WHAT IS EXPECTED
From the line below that contains "position:absolute; left:12px; top:12px;" to the line that contains "display:grid; place-content:center; width:52px;", repeat every line exactly, both ends included, and nothing else.

AVAILABLE DATA

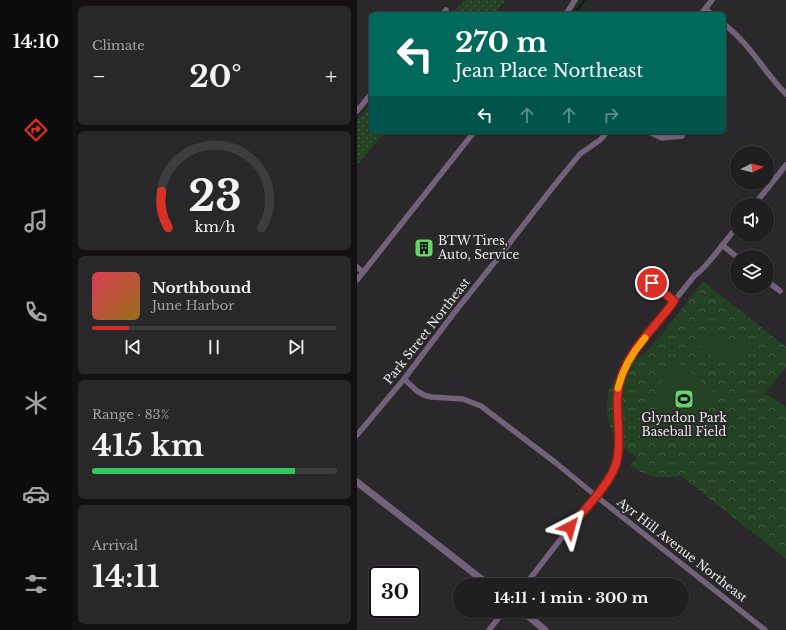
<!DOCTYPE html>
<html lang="en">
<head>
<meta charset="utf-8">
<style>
	body { margin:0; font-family:"Libre Baskerville",serif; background:#282729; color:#f1f3f6; height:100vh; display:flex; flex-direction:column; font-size:15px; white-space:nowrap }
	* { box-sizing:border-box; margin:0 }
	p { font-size:13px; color:#a2a2a5 }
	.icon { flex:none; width:22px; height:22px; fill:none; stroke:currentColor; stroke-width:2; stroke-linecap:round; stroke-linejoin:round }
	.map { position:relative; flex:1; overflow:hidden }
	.drawer { display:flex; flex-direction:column; gap:6px; padding:6px; background:#121012; width:285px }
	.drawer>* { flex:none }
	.hud { position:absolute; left:12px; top:12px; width:357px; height:122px; border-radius:6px; box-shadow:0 1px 3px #0004,0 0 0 1px #3d3c3e; background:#00695c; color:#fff; overflow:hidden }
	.needle { width:26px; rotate:84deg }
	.fabs { position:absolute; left:373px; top:146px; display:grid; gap:8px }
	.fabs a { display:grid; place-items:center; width:44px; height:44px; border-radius:50%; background:#201e20; box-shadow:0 1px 3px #0004,0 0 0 1px #3d3c3e; font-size:20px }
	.speed { position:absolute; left:12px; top:566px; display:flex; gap:8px; font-size:20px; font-weight:700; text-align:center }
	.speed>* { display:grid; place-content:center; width:52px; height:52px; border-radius:50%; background:#201e20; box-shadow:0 1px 3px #0004,0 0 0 1px #3d3c3e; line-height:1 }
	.speed .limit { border:2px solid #111; border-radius:6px; background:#fff; color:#111 }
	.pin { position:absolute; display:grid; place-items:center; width:34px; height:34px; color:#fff; margin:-17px; border:2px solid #fff; border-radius:50%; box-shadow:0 1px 4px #0007 }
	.me { position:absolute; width:44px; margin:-22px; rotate:39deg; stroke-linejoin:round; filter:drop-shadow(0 0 3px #0008) }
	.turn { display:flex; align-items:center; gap:14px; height:84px; padding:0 20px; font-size:18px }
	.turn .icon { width:52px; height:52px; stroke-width:2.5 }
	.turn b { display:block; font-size:28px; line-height:34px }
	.lanes { display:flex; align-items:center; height:38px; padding:0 20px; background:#0003; justify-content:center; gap:20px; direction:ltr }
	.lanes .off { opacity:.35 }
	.big { font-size:30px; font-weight:700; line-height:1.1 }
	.drawer .tile { flex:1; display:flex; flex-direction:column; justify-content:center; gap:6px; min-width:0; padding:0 14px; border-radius:6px; background:#282729 }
	.drawer .dial { align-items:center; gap:0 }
	.dial svg { height:104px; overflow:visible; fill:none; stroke:#3d3c3e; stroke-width:7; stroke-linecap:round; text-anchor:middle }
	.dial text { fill:#f1f3f6; stroke:none }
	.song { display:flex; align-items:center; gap:12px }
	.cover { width:48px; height:48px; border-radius:6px; background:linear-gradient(135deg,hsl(350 70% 55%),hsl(40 70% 35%)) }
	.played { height:4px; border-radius:2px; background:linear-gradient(90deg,#d93025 15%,#3d3c3e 15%) }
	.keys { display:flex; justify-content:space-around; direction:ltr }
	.heat { display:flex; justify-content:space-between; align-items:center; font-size:22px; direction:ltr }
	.charge { height:6px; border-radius:3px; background:linear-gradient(90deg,#34c759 83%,#3d3c3e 0) }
	.trip { position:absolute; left:96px; top:578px; width:236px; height:40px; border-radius:20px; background:#201e20; box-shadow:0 1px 3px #0004,0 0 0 1px #3d3c3e; font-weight:700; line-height:40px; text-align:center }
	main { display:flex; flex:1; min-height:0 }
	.menu { display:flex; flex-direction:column; width:72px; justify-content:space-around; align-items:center; background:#0d0c0d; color:#a2a2a5 }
	.menu .icon { width:28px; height:28px }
	.menu .active { color:#d93025 }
	.menu b { font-size:18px; color:#f1f3f6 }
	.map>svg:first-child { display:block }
	.grass { fill:url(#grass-dots) }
	.park { fill:url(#park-crowns) }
	.garden { fill:#234123 }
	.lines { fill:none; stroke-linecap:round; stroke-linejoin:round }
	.stream { stroke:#012202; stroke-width:2 }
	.minor { stroke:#726279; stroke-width:5.5 }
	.tertiary { stroke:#726279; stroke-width:7 }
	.route-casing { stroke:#8d1f18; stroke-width:10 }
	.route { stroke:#d93025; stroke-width:7 }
	.slow { stroke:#f59e0b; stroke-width:7 }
	.labels { text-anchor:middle; stroke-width:4; stroke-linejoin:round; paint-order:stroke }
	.poi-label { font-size:12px; fill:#eae9eb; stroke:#2a282a; text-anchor:start }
	.street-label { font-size:12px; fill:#eae9eb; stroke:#2a282a }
</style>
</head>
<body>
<main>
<nav class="menu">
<b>14:10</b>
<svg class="icon active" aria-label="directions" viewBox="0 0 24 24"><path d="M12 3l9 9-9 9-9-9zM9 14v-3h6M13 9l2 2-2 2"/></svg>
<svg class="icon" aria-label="music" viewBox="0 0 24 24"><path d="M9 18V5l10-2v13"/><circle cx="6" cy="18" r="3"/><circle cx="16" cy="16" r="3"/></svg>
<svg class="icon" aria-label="phone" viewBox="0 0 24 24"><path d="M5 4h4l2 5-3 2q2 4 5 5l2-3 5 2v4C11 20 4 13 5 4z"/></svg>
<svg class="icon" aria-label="climate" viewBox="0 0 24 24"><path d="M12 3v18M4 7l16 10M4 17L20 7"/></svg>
<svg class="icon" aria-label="car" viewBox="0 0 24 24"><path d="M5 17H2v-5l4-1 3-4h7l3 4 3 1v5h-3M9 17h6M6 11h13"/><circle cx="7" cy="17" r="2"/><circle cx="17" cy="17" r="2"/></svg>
<svg class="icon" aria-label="filters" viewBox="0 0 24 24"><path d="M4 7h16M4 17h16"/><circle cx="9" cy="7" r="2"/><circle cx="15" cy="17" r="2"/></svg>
</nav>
<section class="drawer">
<div class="tile"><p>Climate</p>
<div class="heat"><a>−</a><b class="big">20°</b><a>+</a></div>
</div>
<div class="tile dial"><svg viewBox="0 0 100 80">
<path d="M14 69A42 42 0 1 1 86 69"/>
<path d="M14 69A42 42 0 0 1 9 41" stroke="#d93025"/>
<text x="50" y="56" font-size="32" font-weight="700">23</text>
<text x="50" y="72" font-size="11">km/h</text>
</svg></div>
<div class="tile">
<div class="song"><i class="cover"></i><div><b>Northbound</b><p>June Harbor</p></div></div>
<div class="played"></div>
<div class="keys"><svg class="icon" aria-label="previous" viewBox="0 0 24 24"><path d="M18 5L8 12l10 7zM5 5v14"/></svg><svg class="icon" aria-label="pause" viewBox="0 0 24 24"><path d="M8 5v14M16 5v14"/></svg><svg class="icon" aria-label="next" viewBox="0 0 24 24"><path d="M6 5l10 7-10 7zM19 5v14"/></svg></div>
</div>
<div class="tile"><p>Range · 83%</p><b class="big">415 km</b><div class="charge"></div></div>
<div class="tile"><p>Arrival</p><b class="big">14:11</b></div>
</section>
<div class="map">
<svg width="429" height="630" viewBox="0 0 429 630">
	<defs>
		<pattern id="grass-dots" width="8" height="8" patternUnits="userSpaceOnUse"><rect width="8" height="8" fill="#234123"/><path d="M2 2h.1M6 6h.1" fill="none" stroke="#435c43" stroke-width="1.8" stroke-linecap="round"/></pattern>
		<pattern id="park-crowns" width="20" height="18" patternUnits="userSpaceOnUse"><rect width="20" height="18" fill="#234123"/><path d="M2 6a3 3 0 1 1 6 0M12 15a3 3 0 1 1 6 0" fill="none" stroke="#435c43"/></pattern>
	</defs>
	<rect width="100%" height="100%" fill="#2a282a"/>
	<path class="grass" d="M108,0H149L136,14H95Z
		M14,104V132H28L0,165V120Z"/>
	<path class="park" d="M346,281L429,347V367L408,393L429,407V559L324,476C303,479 291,477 273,466L280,457C276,454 271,452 267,448C245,427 244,391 265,368C269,364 274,360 280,357C284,355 288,355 290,351C310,329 328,305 346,281Z"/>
	<path class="garden" d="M355,325L363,332L348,350L339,342Z
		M365,334L374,341L359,359L350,352Z
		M383,341L393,350L378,368L368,360Z
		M319,361L358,393L359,398L318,438C312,432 304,425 300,417C290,396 308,378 319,361Z"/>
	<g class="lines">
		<path class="stream" d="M217,14L228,0"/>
		<path class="minor" d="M348,9L355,14
			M86,14L89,10
			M209,14L218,0
			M344,14L355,0
			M367,24C394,45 406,71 429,94
			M0,111L14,94
			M292,132L305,138L325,136
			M397,205L429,165
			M365,245L380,257
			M0,267L6,272
			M284,274L317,301
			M0,280L117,132
			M410,281L423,291
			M47,379L60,391L67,395L74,397L106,399L124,406L199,463L239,496L408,630
			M0,435L47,379L97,313L137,263L196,187L223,154L243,140L250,132
			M168,585C186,562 204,538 223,515C235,499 256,481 260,460C264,443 260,423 259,406C259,388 265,371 273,356L338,275C348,270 371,237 380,227
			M132,630L147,611"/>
		<path class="tertiary" d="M0,482L132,585
			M165,611L188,630"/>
	</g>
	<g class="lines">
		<g class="route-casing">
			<path id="route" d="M213,527C227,510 256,481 260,460C266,433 255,405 264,378C273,348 299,327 317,301L295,283"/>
		</g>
		<use href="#route" class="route"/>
		<path class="slow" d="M261,388C266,368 275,353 288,338"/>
	</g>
	<defs>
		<g id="building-square" transform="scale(1)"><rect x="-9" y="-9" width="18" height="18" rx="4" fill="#65d467" stroke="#2a282a"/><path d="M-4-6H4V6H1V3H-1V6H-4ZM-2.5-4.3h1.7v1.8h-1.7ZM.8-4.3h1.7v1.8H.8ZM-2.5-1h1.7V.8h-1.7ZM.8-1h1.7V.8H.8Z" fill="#111"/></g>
		<g id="stadium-square" transform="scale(1)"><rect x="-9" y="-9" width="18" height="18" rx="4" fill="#65d467" stroke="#2a282a"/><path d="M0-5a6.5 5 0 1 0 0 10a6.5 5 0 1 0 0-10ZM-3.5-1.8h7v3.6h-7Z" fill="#111"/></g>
	</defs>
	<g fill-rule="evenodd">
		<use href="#building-square" x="67" y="248"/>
		<use href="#stadium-square" x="327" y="399"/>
	</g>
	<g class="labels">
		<g class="poi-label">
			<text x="81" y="245">BTW Tires,<tspan x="81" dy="14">Auto, Service</tspan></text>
			<text x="327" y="422" text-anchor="middle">Glyndon Park<tspan x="327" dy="14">Baseball Field</tspan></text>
		</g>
		<g class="street-label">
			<text transform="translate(70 331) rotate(-52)" y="4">Park Street Northeast</text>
			<text transform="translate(325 550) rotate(38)" y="4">Ayr Hill Avenue Northeast</text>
		</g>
	</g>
</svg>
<div class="fabs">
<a><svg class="needle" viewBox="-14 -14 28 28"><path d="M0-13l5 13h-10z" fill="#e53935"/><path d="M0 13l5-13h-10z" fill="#a2a2a5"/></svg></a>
<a><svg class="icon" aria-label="sound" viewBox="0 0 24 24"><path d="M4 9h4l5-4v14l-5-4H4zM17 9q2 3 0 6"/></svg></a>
<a><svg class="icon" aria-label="layers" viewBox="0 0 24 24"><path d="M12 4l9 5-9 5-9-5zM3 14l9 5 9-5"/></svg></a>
</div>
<div class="speed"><div class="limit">30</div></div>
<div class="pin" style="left:295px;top:283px;background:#d93025"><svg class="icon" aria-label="arrive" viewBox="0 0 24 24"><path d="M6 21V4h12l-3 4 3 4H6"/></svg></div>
<svg class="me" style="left:213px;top:527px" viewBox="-20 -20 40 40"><path d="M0-17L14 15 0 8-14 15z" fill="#d93025" stroke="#fff" stroke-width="4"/></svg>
<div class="trip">14:11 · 1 min · 300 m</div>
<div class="hud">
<div class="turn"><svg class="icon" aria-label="left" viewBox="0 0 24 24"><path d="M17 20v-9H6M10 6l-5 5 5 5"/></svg><div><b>270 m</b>Jean Place Northeast</div></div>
<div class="lanes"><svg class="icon" aria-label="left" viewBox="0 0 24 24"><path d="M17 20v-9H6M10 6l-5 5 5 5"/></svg><svg class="icon off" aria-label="ahead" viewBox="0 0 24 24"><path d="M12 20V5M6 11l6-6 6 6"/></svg><svg class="icon off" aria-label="ahead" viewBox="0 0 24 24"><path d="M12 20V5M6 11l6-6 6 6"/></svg><svg class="icon off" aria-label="right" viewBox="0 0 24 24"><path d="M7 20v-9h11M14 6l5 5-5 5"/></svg></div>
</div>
</div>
</main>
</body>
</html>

FINISHED TASK
	.hud { position:absolute; left:12px; top:12px; width:357px; height:122px; border-radius:6px; box-shadow:0 1px 3px #0004,0 0 0 1px #3d3c3e; background:#00695c; color:#fff; overflow:hidden }
	.needle { width:26px; rotate:84deg }
	.fabs { position:absolute; left:373px; top:146px; display:grid; gap:8px }
	.fabs a { display:grid; place-items:center; width:44px; height:44px; border-radius:50%; background:#201e20; box-shadow:0 1px 3px #0004,0 0 0 1px #3d3c3e; font-size:20px }
	.speed { position:absolute; left:12px; top:566px; display:flex; gap:8px; font-size:20px; font-weight:700; text-align:center }
	.speed>* { display:grid; place-content:center; width:52px; height:52px; border-radius:50%; background:#201e20; box-shadow:0 1px 3px #0004,0 0 0 1px #3d3c3e; line-height:1 }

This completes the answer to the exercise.